AIM OF THE EXERCISE:
Pull out every line below holding the word "compass".
....
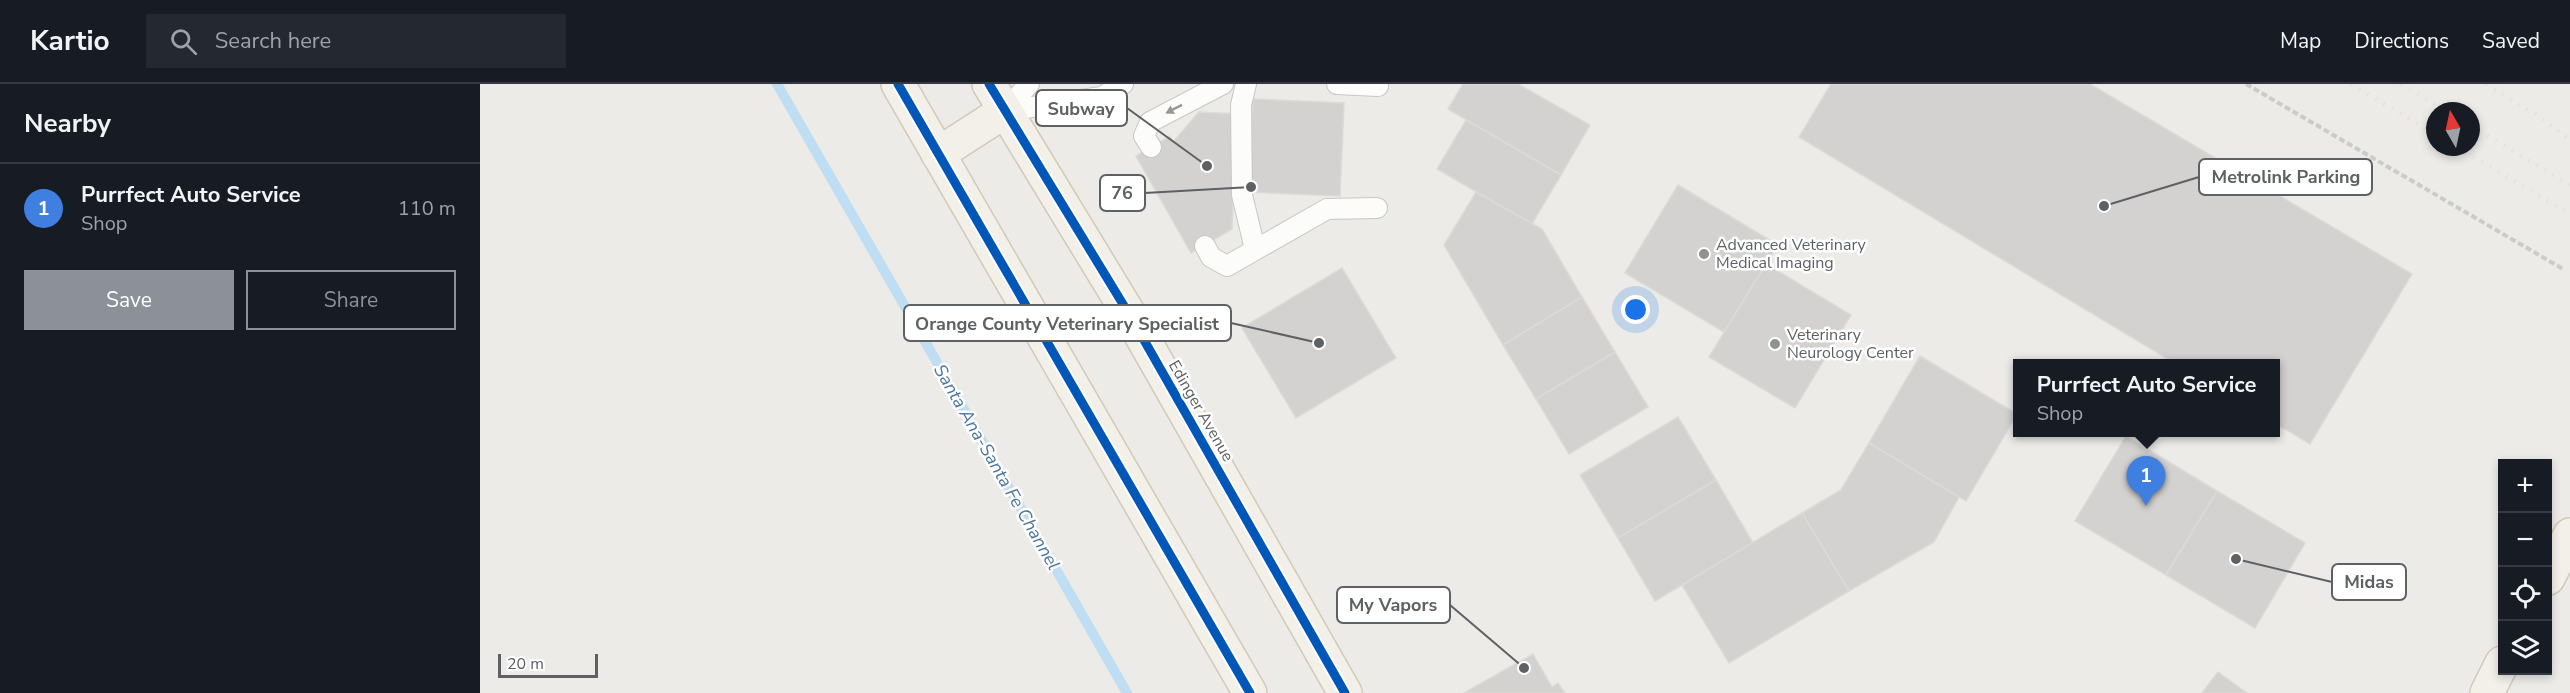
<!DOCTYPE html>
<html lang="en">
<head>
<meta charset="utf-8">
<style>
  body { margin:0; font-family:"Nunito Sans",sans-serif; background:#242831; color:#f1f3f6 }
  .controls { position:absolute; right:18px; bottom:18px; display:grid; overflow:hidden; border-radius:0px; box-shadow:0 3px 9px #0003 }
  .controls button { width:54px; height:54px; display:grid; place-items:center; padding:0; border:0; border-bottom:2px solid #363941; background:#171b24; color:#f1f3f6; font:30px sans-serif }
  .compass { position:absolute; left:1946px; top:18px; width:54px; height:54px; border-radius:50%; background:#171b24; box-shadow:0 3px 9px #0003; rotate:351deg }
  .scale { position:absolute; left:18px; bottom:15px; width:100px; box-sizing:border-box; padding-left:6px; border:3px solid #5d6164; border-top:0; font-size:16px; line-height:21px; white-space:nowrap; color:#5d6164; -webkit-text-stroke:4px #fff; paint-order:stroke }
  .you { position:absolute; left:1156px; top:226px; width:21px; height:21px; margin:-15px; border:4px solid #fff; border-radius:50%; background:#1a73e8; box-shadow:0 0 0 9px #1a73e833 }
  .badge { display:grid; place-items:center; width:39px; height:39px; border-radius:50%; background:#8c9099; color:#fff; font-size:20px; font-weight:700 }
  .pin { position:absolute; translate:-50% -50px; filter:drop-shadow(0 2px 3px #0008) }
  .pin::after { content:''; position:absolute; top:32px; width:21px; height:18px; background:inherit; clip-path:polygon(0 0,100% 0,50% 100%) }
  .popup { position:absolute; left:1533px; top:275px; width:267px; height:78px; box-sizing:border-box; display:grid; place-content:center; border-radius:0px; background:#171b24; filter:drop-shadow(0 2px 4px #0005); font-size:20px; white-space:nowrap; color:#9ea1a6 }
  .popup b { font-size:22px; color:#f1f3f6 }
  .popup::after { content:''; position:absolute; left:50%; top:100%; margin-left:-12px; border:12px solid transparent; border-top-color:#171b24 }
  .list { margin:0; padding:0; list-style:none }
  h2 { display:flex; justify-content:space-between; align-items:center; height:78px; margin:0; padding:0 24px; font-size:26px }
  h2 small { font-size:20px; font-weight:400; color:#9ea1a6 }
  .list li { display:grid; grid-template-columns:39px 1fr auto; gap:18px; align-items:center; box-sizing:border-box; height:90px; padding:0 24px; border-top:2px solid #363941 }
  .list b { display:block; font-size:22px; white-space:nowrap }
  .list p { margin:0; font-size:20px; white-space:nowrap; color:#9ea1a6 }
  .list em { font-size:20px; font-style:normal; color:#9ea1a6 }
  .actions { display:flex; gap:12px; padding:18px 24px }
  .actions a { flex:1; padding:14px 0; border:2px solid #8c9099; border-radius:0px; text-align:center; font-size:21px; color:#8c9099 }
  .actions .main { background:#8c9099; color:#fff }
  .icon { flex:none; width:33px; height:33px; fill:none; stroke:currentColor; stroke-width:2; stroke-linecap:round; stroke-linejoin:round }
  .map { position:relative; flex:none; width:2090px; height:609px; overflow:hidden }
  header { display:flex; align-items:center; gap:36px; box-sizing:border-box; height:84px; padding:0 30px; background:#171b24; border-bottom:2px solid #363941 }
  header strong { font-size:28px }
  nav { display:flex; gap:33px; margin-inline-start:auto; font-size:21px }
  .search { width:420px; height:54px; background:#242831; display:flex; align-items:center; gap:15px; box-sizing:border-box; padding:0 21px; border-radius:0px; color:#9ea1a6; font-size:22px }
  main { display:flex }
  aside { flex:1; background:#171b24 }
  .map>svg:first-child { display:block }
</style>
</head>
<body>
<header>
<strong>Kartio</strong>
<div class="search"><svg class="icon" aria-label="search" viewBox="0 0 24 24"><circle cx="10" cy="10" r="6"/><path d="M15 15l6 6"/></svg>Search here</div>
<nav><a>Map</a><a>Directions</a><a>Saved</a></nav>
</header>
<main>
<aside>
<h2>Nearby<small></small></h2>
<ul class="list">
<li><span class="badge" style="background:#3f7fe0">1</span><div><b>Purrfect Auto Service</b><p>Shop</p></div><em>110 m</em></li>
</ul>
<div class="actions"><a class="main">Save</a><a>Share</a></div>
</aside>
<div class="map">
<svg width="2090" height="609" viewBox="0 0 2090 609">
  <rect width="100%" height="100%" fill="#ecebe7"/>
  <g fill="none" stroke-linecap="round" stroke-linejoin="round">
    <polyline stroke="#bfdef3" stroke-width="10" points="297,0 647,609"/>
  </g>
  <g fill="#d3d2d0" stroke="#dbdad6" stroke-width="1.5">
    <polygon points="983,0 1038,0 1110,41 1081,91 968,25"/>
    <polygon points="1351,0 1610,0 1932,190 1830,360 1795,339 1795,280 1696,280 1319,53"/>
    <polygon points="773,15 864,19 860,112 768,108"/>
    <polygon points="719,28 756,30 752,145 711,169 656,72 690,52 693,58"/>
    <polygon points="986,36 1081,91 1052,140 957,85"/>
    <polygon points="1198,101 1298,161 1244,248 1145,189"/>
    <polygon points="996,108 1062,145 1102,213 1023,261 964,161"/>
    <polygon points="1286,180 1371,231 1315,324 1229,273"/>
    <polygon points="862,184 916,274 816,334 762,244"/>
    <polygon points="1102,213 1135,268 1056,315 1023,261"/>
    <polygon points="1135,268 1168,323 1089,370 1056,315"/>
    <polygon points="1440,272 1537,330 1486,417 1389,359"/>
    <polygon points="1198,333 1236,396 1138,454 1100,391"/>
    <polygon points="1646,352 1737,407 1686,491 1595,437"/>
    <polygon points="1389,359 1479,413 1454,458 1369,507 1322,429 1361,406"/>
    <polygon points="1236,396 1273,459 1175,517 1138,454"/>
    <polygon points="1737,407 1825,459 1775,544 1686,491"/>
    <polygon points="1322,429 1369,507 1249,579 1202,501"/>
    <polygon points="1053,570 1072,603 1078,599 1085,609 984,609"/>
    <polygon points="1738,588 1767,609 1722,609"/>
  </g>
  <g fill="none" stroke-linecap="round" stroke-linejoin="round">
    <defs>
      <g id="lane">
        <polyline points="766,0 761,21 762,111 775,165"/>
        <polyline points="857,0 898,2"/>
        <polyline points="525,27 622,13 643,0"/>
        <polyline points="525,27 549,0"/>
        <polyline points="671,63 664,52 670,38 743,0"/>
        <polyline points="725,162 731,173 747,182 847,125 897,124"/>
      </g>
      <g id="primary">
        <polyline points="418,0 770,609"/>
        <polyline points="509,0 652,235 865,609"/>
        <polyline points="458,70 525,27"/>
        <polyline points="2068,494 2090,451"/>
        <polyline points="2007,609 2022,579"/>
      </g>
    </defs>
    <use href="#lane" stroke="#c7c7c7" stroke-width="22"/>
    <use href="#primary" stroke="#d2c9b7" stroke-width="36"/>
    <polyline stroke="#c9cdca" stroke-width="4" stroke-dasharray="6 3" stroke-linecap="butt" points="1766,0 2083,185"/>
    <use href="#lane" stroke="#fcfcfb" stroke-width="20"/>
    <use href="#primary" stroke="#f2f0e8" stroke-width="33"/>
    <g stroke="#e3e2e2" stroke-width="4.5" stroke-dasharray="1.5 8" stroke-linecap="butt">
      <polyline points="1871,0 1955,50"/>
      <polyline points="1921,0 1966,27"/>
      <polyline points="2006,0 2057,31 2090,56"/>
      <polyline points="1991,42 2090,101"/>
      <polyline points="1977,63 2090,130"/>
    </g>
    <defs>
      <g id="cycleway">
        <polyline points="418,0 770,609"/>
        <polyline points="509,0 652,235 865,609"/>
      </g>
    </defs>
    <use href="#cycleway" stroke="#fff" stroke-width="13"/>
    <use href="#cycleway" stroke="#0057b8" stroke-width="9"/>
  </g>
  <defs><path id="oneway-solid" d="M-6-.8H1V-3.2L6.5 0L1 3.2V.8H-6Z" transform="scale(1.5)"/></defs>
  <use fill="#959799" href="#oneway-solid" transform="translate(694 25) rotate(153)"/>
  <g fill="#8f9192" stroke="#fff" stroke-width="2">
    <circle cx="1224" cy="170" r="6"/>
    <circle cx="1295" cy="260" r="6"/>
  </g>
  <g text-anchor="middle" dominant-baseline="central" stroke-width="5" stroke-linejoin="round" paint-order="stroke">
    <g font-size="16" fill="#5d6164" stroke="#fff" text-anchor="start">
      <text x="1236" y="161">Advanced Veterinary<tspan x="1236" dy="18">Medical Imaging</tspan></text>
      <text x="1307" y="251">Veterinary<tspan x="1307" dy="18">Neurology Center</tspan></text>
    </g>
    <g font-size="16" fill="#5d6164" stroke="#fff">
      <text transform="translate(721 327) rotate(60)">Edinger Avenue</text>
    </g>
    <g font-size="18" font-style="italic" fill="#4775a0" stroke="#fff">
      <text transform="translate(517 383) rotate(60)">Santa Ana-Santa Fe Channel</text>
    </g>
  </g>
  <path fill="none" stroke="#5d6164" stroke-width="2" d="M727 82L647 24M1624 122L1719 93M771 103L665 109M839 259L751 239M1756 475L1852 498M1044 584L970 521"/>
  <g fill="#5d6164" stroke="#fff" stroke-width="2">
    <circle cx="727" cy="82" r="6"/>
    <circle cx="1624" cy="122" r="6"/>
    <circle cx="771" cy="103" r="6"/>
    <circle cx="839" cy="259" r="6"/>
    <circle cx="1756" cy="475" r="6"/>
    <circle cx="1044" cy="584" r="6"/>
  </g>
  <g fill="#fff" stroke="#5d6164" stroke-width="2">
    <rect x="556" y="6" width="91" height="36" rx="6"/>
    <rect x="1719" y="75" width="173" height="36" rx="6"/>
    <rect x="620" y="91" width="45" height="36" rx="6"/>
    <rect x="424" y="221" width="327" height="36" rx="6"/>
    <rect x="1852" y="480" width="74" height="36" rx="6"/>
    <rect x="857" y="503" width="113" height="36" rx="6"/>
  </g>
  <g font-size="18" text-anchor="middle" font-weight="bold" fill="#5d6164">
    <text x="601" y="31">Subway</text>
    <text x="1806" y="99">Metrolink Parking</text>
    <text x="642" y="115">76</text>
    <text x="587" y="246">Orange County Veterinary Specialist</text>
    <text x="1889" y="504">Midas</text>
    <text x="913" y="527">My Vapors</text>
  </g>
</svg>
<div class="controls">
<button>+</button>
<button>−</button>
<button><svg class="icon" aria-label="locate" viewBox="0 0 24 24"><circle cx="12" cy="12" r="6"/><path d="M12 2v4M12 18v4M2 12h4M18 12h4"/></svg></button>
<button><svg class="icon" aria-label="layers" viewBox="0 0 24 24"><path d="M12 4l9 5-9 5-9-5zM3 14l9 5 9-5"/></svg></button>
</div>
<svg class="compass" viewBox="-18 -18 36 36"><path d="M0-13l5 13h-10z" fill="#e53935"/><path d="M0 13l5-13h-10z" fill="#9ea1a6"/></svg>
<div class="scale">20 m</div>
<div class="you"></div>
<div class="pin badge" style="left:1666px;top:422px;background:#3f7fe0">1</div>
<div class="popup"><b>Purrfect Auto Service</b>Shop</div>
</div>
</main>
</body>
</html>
....
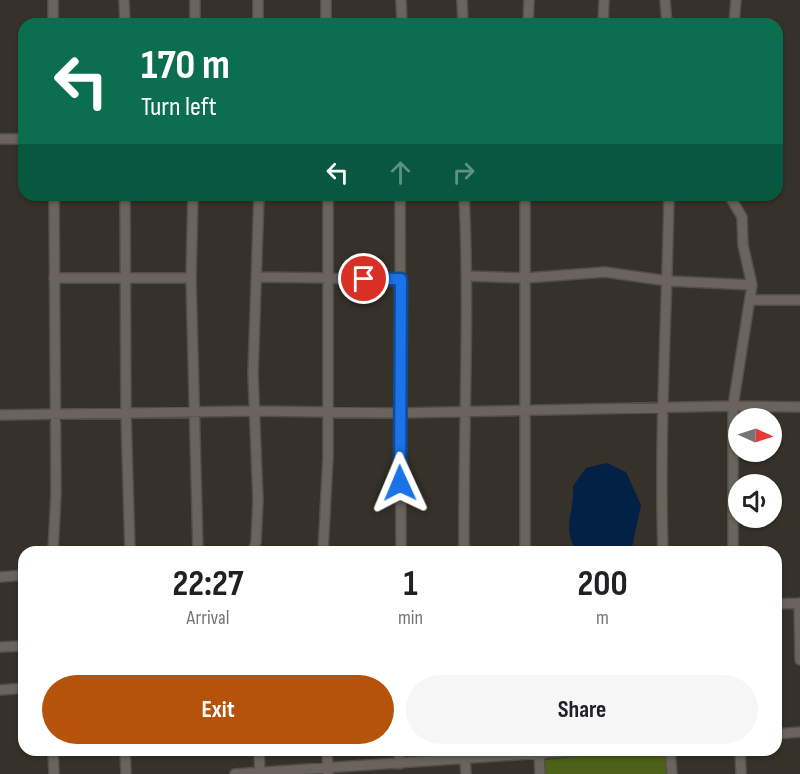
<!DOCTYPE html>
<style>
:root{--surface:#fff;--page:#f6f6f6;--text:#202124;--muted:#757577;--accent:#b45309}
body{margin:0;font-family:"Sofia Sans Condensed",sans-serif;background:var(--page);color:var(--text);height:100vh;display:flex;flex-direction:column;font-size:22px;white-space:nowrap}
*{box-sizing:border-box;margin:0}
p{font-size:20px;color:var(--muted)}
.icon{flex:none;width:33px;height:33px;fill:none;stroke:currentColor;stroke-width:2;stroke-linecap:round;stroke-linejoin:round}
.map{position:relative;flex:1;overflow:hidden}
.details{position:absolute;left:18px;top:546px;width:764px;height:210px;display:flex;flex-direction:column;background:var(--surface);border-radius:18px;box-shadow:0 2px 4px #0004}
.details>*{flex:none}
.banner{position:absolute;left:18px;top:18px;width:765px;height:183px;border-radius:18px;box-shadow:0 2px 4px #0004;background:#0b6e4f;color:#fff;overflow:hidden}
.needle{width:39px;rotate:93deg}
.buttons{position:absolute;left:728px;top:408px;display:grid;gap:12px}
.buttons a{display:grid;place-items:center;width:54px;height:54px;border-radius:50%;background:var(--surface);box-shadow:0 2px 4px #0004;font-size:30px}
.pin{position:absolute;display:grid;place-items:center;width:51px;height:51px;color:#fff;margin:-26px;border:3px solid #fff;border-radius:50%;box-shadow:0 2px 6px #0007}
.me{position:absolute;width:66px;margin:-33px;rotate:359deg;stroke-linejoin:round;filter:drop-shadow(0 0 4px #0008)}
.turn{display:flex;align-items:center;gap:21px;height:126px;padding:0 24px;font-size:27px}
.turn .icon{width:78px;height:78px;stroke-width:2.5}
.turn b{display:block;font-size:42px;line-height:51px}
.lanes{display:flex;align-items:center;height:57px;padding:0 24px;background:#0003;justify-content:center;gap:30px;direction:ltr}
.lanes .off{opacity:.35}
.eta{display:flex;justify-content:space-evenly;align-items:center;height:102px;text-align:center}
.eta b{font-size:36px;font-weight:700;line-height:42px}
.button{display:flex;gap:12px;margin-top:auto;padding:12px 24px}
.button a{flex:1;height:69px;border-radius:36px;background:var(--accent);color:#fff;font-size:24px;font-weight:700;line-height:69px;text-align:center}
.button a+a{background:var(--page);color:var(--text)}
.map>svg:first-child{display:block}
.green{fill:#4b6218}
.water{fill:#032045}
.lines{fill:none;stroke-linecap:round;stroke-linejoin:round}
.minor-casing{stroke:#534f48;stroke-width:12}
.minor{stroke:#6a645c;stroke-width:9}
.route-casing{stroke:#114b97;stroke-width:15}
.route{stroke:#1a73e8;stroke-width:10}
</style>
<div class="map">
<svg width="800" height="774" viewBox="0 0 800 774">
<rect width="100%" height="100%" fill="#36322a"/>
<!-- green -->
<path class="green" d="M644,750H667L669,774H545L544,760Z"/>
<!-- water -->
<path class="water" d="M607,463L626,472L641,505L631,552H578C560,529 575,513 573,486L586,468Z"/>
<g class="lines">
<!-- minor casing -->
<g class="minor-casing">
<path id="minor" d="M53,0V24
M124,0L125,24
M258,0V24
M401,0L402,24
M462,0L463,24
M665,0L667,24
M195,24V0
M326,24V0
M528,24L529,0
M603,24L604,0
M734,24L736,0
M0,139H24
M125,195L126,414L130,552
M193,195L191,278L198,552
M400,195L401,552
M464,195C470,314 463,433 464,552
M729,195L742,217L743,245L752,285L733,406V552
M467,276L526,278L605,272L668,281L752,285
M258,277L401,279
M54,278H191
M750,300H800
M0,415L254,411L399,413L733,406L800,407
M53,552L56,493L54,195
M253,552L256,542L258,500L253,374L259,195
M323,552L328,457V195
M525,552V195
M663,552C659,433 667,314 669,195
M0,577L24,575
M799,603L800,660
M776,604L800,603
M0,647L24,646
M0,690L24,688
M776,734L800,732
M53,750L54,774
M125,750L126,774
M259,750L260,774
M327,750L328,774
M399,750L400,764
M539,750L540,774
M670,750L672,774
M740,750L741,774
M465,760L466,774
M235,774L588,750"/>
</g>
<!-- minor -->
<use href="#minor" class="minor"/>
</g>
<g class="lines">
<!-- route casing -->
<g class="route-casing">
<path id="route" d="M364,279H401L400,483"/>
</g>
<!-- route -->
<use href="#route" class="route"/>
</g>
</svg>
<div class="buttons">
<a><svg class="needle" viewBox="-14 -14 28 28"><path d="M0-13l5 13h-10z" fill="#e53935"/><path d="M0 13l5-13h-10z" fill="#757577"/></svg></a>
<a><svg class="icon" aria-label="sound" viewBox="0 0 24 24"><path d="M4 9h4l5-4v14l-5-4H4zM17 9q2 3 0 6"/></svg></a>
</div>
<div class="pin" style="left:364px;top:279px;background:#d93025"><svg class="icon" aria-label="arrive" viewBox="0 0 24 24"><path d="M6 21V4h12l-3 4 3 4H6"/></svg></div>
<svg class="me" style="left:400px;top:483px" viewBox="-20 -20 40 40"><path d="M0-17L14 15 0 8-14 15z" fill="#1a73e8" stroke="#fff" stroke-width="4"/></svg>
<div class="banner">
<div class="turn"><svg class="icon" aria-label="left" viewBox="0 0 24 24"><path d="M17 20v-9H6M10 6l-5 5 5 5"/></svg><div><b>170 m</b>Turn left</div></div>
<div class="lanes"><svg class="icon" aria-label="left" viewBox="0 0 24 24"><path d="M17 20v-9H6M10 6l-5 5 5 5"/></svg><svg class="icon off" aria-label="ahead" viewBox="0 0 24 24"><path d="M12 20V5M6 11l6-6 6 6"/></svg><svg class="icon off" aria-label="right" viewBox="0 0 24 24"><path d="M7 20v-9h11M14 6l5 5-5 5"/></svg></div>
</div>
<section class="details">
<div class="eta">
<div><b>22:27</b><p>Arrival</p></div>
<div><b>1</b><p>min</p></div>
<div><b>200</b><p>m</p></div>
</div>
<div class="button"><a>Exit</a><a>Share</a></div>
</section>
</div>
....
COMPLETED TASK:
  .compass { position:absolute; left:1946px; top:18px; width:54px; height:54px; border-radius:50%; background:#171b24; box-shadow:0 3px 9px #0003; rotate:351deg }
<svg class="compass" viewBox="-18 -18 36 36"><path d="M0-13l5 13h-10z" fill="#e53935"/><path d="M0 13l5-13h-10z" fill="#9ea1a6"/></svg>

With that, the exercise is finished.